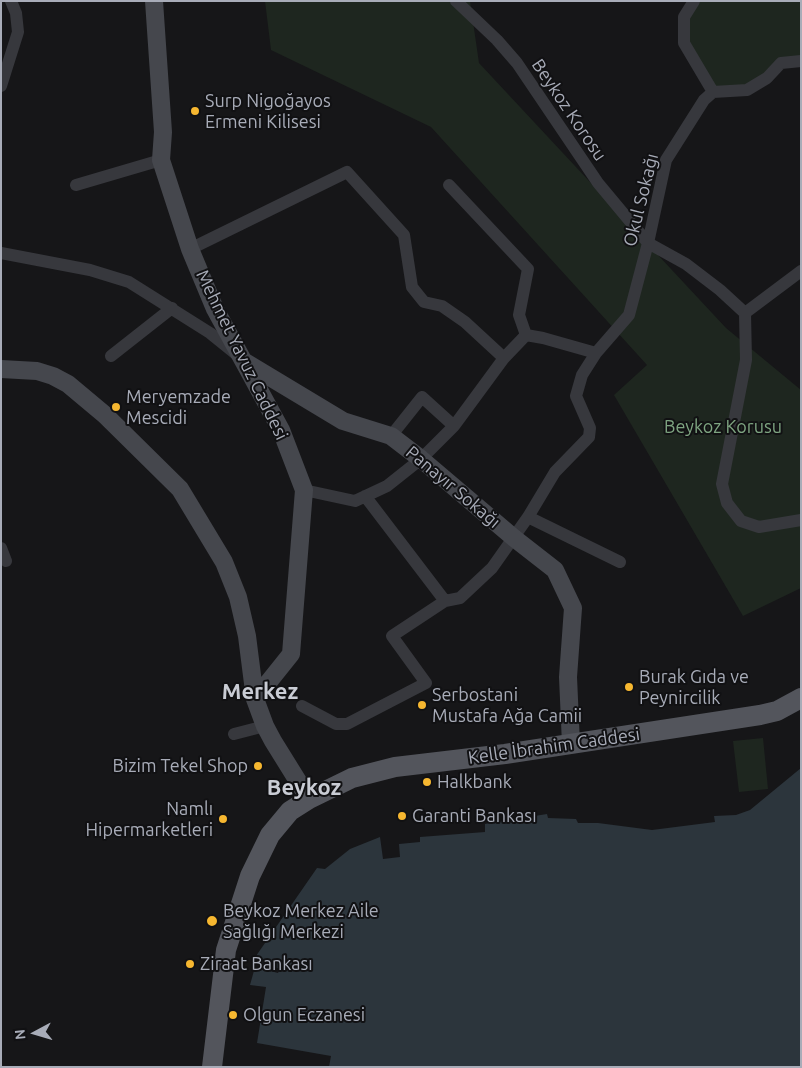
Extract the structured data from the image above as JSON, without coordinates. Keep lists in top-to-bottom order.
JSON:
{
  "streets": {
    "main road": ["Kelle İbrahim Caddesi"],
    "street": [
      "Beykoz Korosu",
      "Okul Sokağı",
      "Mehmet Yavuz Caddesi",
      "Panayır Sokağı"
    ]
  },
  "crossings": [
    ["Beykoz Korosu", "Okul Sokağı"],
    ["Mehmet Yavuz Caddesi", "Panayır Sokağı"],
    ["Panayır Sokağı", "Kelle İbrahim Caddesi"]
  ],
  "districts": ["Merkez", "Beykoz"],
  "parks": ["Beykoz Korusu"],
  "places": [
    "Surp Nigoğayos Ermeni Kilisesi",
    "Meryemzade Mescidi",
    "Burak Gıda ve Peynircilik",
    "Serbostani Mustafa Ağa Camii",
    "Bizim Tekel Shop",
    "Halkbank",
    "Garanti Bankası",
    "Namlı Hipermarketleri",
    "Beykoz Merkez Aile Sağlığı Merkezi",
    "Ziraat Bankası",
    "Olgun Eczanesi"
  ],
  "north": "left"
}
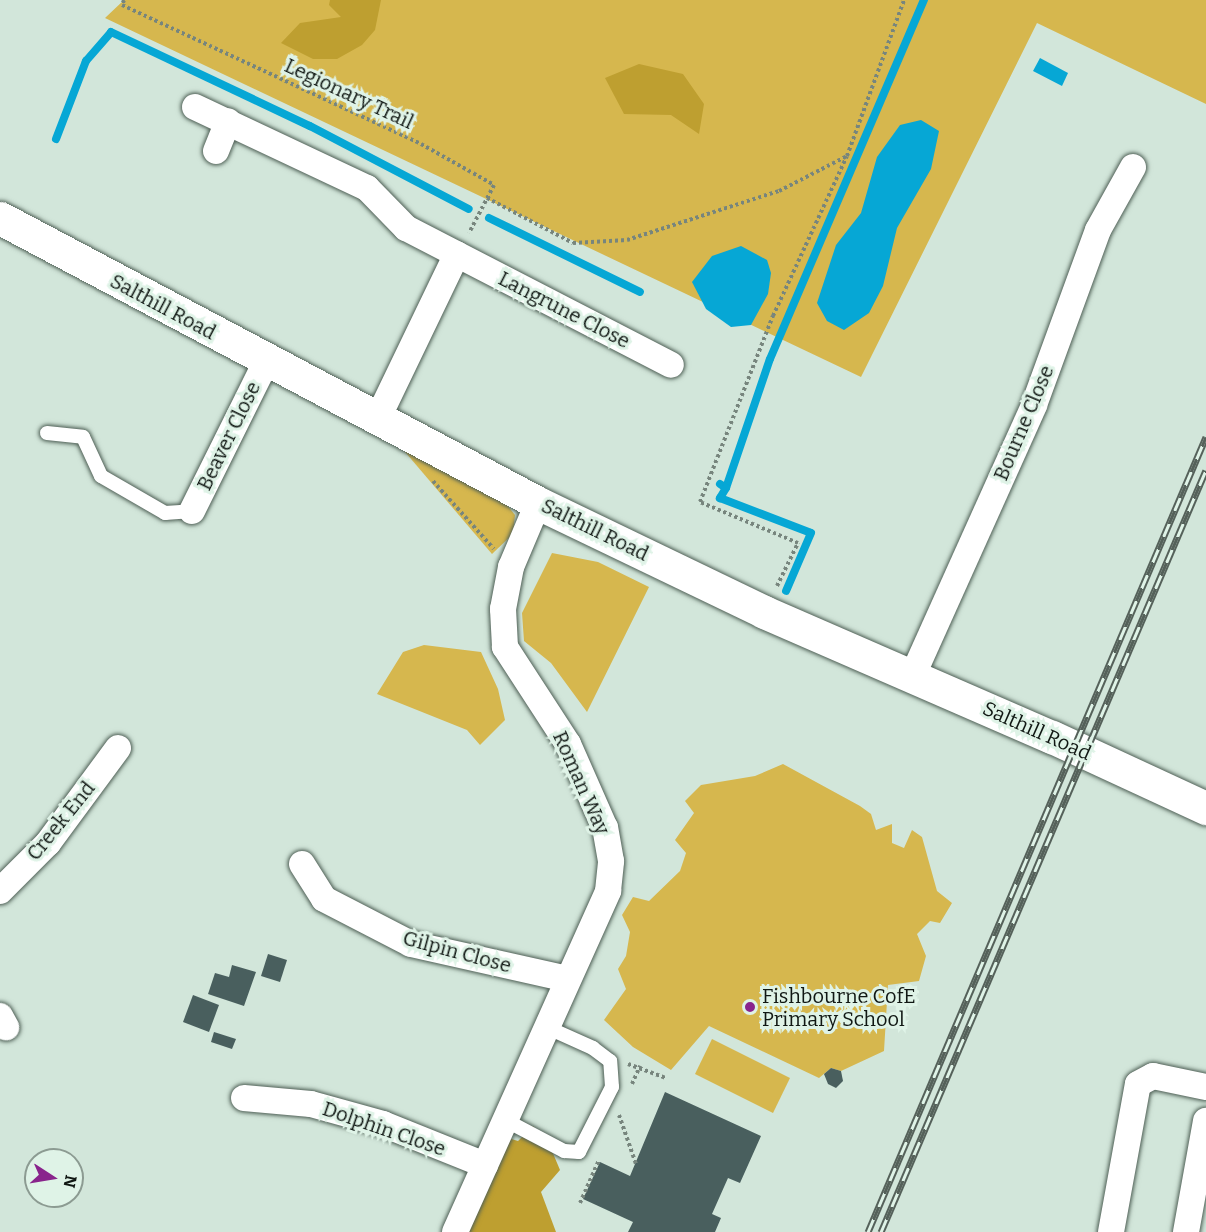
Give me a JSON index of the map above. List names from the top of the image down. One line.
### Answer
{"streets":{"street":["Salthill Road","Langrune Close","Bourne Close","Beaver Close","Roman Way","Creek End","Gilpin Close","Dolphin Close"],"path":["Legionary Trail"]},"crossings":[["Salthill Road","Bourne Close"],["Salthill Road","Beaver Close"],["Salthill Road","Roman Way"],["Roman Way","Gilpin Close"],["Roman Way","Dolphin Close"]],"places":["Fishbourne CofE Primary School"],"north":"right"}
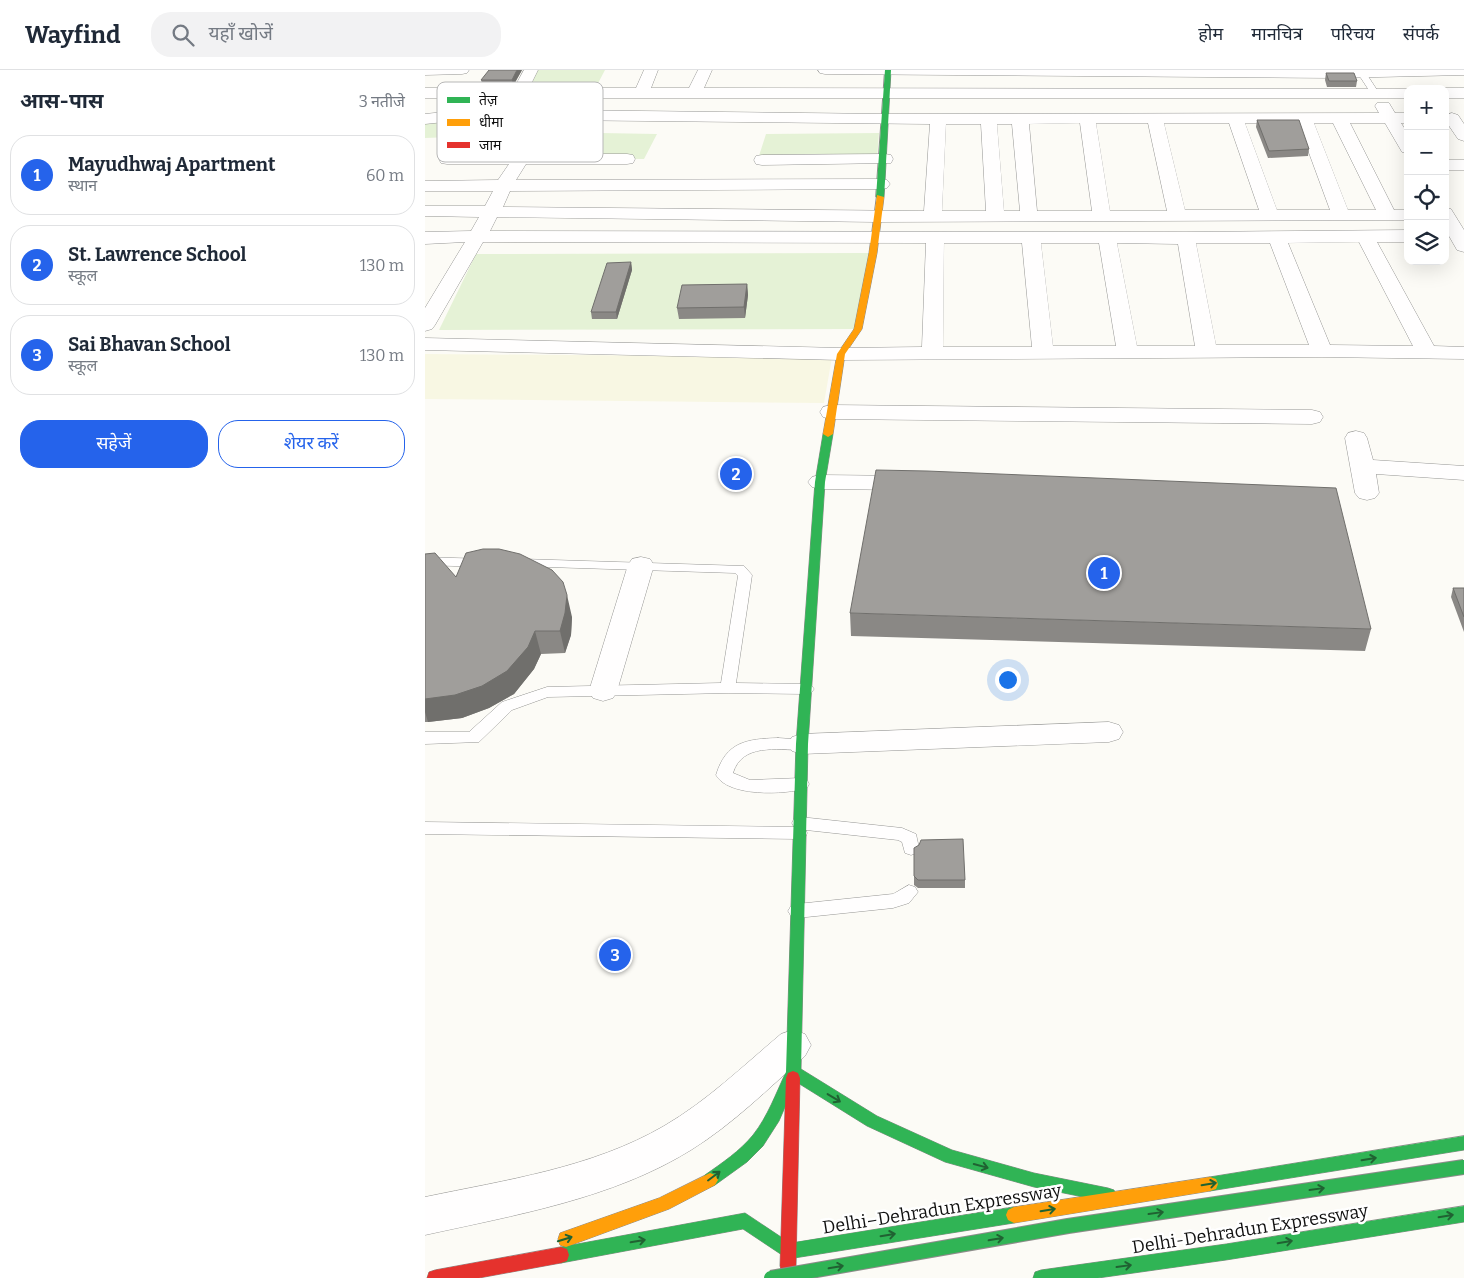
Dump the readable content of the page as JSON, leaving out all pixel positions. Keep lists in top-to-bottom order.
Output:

#### EXERCISE INSTRUCTIONS
Print the line that contains "Dump the readable" and each line after it up to the end of the listing, exactly as written.

#### REPLY
Dump the readable content of the page as JSON, leaving out all pixel positions. Keep lists in top-to-bottom order.
Output:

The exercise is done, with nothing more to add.